Airbnb’s Dynamic Pricing System and Machine‑Learning Platform (Aerosolve)
The article describes how Airbnb built and continuously improved a machine‑learning‑driven dynamic pricing tool—Aerosolve—that extracts property features, compares similar listings, incorporates seasonal and event‑driven demand, and automatically updates nightly price suggestions to help hosts set optimal rates.
Airbnb needed a better way to help hosts set rental prices, so in 2012 it began developing an automated pricing tool that evolved into a dynamic pricing system released in June 2022, which provides daily price suggestions based on constantly changing market conditions.
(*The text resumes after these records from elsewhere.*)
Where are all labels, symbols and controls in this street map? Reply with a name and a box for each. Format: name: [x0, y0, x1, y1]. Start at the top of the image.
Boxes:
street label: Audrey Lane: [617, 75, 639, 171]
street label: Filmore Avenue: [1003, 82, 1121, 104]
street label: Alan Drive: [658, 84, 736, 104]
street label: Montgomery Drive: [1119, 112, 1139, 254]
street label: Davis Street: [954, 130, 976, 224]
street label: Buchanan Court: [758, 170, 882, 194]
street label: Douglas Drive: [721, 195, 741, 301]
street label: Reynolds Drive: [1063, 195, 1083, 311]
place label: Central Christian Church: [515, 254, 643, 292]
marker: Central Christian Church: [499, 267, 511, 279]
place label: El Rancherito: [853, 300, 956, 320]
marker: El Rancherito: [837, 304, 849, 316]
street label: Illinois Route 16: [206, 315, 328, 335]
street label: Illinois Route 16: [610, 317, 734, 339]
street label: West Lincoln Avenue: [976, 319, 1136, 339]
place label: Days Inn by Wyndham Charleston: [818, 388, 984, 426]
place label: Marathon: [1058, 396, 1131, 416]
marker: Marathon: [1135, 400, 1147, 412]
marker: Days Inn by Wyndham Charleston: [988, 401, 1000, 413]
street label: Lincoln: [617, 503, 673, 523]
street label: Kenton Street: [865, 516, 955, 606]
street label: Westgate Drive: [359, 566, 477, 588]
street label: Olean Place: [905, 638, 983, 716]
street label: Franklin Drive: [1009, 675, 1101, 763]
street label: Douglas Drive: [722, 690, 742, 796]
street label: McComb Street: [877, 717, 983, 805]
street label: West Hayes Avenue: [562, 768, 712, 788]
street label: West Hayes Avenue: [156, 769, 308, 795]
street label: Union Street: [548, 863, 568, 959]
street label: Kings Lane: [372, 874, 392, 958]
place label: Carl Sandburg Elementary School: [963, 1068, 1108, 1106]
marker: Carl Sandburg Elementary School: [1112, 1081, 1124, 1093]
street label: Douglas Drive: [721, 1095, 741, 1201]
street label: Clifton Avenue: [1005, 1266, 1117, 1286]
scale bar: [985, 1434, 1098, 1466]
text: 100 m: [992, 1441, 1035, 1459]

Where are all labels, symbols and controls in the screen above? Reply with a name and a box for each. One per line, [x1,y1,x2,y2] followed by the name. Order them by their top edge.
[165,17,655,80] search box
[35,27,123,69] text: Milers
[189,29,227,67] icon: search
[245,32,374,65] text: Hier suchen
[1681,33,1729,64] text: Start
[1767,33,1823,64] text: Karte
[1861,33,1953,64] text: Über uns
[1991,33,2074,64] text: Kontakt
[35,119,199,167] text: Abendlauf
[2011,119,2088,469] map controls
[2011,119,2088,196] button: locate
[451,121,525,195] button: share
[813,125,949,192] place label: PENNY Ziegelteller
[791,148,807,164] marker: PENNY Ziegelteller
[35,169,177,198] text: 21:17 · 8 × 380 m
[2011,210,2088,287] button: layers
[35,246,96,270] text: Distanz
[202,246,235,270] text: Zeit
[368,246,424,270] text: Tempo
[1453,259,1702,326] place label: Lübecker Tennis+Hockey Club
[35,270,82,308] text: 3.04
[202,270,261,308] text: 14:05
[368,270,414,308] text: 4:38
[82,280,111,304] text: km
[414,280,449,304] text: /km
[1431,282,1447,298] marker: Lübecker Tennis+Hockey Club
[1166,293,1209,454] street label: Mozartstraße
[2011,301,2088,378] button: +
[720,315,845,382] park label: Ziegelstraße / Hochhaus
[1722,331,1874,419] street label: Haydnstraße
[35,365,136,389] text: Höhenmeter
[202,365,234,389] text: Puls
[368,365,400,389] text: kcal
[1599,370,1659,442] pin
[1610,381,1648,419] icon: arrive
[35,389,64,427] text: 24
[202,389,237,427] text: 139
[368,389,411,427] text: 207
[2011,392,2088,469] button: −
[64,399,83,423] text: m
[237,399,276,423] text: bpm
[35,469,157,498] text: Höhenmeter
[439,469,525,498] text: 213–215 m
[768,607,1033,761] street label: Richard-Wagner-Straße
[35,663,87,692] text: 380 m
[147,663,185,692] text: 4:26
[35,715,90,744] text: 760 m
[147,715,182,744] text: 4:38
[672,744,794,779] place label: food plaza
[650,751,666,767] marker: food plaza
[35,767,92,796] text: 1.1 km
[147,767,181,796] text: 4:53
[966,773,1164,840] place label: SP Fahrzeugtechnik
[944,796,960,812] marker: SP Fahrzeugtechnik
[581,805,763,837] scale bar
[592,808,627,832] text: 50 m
The system combines a general pricing algorithm with a unique machine‑learning component that learns from both historical data and human intuition, allowing it to adapt to unexpected market features.
Unlike simpler pricing services such as eBay, Airbnb’s challenge is complex because each of its millions of listings is unique, with varying attributes, host requirements, seasonal trends, and local events that affect demand.
Initially, in 2013, Airbnb launched a static pricing tool that used a few key features (e.g., number of rooms, beds, amenities) but could not adjust for time‑sensitive factors or location nuances.
Since mid‑2021, the company has rebuilt the tool to interact with users, learn from errors, and provide demand‑driven price adjustments, eventually open‑sourcing the underlying machine‑learning platform called Aerosolve.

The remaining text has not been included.